[[ Record set, beginning ]]
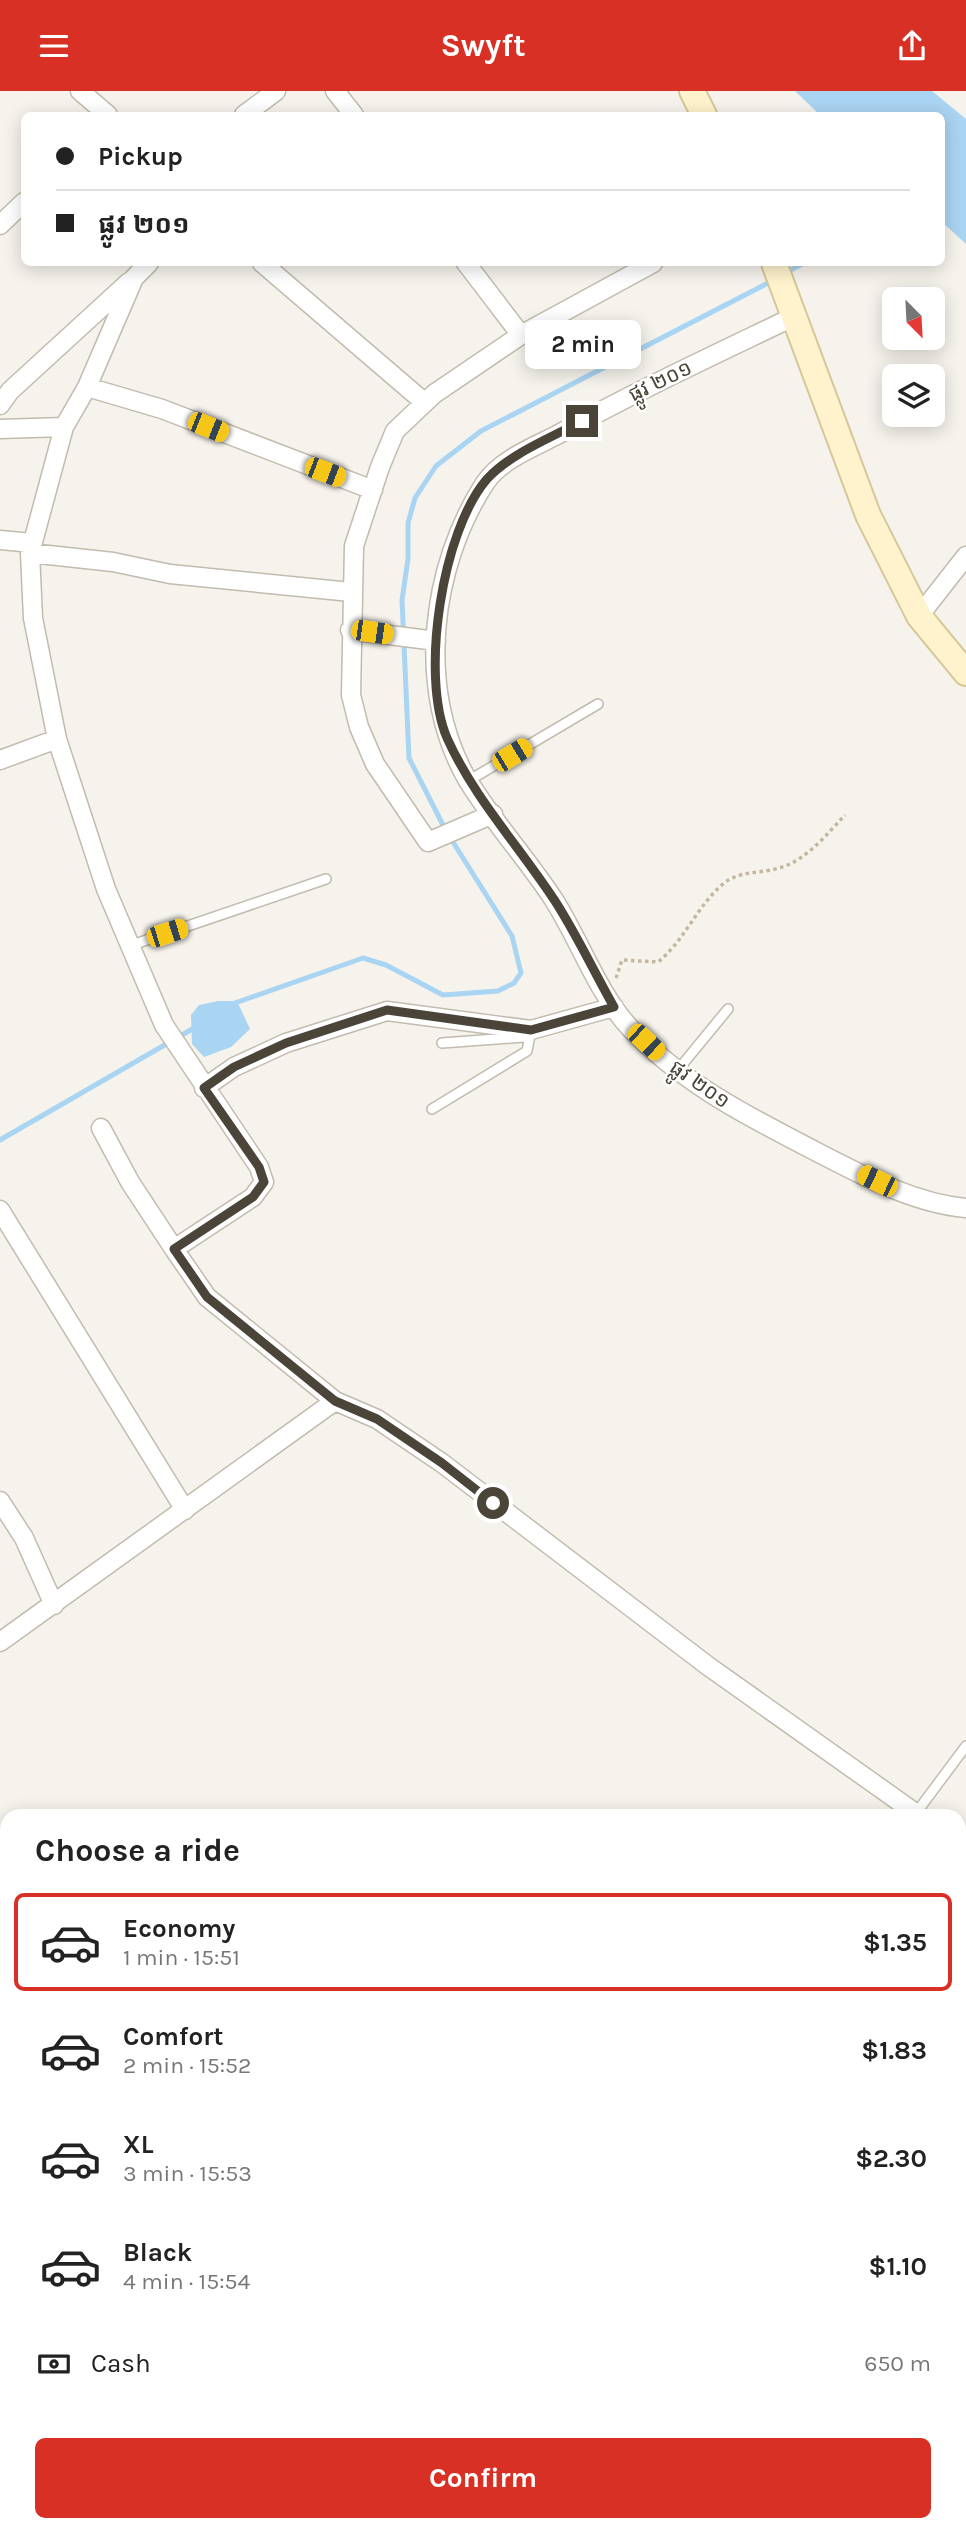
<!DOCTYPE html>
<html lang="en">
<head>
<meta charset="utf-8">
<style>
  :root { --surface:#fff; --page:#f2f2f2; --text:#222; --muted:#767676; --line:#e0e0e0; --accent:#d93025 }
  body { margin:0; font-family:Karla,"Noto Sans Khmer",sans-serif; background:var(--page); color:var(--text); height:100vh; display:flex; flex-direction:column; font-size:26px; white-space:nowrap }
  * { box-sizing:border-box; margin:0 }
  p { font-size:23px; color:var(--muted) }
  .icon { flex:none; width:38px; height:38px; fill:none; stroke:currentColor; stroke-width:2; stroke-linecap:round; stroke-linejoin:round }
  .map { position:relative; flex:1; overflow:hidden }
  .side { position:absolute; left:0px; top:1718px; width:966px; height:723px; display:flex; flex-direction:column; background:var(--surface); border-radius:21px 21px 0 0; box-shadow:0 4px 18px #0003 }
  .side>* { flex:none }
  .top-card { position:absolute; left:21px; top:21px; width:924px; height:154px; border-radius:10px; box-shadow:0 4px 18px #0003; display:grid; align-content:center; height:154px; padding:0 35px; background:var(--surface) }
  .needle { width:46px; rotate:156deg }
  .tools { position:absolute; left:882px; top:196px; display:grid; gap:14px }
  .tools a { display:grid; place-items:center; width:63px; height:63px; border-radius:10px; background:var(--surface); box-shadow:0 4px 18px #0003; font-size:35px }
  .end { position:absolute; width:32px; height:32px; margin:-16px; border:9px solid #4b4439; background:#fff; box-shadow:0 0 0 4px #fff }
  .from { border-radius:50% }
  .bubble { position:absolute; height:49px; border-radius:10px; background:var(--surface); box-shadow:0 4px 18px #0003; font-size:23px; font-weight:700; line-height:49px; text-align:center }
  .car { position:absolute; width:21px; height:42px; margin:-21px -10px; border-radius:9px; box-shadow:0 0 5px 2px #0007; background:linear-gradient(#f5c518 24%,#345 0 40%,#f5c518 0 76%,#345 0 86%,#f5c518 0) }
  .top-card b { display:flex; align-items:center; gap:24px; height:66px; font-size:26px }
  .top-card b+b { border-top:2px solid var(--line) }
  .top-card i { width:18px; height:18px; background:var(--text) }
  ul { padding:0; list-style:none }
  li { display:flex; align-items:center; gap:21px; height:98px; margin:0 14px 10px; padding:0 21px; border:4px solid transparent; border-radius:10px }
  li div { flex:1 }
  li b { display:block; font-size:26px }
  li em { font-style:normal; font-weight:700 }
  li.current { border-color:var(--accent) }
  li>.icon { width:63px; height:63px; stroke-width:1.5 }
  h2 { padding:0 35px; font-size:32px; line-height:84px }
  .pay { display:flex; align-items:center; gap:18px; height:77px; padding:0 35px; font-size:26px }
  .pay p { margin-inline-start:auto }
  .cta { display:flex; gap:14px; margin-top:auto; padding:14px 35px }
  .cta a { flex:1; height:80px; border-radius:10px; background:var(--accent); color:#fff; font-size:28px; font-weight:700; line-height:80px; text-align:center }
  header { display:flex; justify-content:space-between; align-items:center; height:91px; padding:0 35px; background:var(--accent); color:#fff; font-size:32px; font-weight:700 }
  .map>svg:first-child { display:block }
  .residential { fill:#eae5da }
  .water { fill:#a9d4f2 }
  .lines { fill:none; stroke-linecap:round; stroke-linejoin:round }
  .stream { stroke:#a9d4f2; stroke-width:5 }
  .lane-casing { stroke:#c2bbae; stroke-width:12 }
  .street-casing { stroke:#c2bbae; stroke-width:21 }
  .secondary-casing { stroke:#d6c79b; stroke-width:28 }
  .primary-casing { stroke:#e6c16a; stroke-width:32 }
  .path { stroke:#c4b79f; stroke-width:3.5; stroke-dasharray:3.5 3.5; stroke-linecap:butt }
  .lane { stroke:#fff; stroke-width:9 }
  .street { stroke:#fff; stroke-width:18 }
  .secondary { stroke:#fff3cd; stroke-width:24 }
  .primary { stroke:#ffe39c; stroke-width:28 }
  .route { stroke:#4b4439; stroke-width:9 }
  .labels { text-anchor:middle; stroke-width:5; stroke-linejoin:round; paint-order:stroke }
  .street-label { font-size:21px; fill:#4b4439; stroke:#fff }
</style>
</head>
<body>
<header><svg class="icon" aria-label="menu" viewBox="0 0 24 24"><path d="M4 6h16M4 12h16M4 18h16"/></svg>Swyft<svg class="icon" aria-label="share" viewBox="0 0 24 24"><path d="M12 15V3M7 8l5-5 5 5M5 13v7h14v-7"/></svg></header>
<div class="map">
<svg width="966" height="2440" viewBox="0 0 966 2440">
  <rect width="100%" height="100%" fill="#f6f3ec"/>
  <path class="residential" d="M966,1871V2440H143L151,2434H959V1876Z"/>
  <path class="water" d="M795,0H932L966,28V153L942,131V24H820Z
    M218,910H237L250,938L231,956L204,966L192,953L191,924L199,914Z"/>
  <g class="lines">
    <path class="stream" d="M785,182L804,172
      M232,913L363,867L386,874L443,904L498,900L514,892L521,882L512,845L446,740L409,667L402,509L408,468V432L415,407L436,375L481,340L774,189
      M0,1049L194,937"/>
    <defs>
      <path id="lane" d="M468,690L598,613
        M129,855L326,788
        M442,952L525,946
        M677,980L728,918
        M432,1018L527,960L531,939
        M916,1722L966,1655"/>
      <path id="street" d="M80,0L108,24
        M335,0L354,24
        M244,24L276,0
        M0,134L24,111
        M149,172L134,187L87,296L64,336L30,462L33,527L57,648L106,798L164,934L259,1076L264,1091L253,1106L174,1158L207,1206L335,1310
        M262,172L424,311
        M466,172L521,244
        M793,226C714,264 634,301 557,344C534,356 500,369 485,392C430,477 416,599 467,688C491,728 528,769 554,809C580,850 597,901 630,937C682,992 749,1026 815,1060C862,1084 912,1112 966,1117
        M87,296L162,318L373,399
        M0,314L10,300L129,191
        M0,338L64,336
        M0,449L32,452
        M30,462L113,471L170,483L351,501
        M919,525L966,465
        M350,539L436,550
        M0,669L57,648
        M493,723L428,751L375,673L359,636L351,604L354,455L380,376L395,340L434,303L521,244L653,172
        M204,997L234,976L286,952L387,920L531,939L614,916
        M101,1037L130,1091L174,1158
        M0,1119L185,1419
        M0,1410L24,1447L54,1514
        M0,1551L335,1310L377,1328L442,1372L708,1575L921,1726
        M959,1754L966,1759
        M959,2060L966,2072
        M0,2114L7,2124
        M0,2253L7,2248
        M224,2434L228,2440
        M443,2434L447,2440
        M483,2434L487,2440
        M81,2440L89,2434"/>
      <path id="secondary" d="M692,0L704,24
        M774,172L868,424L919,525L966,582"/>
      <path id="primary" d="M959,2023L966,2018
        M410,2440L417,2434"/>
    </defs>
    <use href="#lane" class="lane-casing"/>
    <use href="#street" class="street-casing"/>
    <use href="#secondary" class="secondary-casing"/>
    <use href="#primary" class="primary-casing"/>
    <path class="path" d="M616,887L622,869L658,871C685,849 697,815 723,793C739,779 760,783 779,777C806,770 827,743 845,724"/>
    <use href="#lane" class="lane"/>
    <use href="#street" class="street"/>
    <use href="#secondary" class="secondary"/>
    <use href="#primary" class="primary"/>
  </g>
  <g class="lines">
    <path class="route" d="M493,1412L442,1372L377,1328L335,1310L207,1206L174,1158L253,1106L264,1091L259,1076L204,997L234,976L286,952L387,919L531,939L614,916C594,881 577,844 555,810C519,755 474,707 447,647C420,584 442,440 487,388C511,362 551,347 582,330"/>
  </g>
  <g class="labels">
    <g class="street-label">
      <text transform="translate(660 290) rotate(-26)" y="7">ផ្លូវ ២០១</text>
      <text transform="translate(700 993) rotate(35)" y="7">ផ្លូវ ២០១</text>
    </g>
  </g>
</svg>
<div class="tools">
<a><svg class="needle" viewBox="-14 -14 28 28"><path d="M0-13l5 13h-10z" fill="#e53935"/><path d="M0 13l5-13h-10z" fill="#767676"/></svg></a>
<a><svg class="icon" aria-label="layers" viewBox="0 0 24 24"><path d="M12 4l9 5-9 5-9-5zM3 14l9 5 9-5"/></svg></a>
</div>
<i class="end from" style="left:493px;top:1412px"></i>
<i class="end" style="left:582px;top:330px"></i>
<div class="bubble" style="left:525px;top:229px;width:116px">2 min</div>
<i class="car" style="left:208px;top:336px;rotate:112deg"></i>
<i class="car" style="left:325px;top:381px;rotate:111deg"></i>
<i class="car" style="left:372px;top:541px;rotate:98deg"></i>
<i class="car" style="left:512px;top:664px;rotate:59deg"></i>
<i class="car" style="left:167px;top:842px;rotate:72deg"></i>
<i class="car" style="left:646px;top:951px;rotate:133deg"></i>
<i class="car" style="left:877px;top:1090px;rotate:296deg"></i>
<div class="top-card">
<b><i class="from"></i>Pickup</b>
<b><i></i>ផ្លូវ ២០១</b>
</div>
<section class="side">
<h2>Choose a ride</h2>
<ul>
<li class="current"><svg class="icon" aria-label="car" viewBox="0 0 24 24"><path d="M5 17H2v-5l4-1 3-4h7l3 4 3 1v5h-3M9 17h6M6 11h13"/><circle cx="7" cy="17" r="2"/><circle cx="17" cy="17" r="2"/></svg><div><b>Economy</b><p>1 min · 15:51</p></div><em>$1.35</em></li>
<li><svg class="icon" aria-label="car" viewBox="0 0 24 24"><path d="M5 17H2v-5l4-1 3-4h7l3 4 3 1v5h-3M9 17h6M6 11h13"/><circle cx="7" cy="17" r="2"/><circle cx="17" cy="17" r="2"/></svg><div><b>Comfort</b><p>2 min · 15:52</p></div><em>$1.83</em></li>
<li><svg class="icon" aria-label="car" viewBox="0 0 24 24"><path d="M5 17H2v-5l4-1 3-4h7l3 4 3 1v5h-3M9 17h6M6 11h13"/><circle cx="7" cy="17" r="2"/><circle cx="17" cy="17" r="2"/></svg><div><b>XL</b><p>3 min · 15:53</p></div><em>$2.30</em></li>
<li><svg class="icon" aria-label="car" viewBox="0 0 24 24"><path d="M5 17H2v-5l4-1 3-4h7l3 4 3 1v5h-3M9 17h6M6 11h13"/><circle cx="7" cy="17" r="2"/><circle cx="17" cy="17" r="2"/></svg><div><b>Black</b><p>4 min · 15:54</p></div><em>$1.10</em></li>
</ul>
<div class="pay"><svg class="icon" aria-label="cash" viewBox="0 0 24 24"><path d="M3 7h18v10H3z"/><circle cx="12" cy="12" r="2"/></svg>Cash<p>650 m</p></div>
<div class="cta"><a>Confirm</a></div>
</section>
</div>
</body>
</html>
[[ Record set, end ]]
**Task objective:**
Treating the line with "--surface:#fff; --page:#f2f2f2; --text:#222;" as the last line to include, retype the records exactly from their first line, excluding pictures.

**Your solution:**
<!DOCTYPE html>
<html lang="en">
<head>
<meta charset="utf-8">
<style>
  :root { --surface:#fff; --page:#f2f2f2; --text:#222; --muted:#767676; --line:#e0e0e0; --accent:#d93025 }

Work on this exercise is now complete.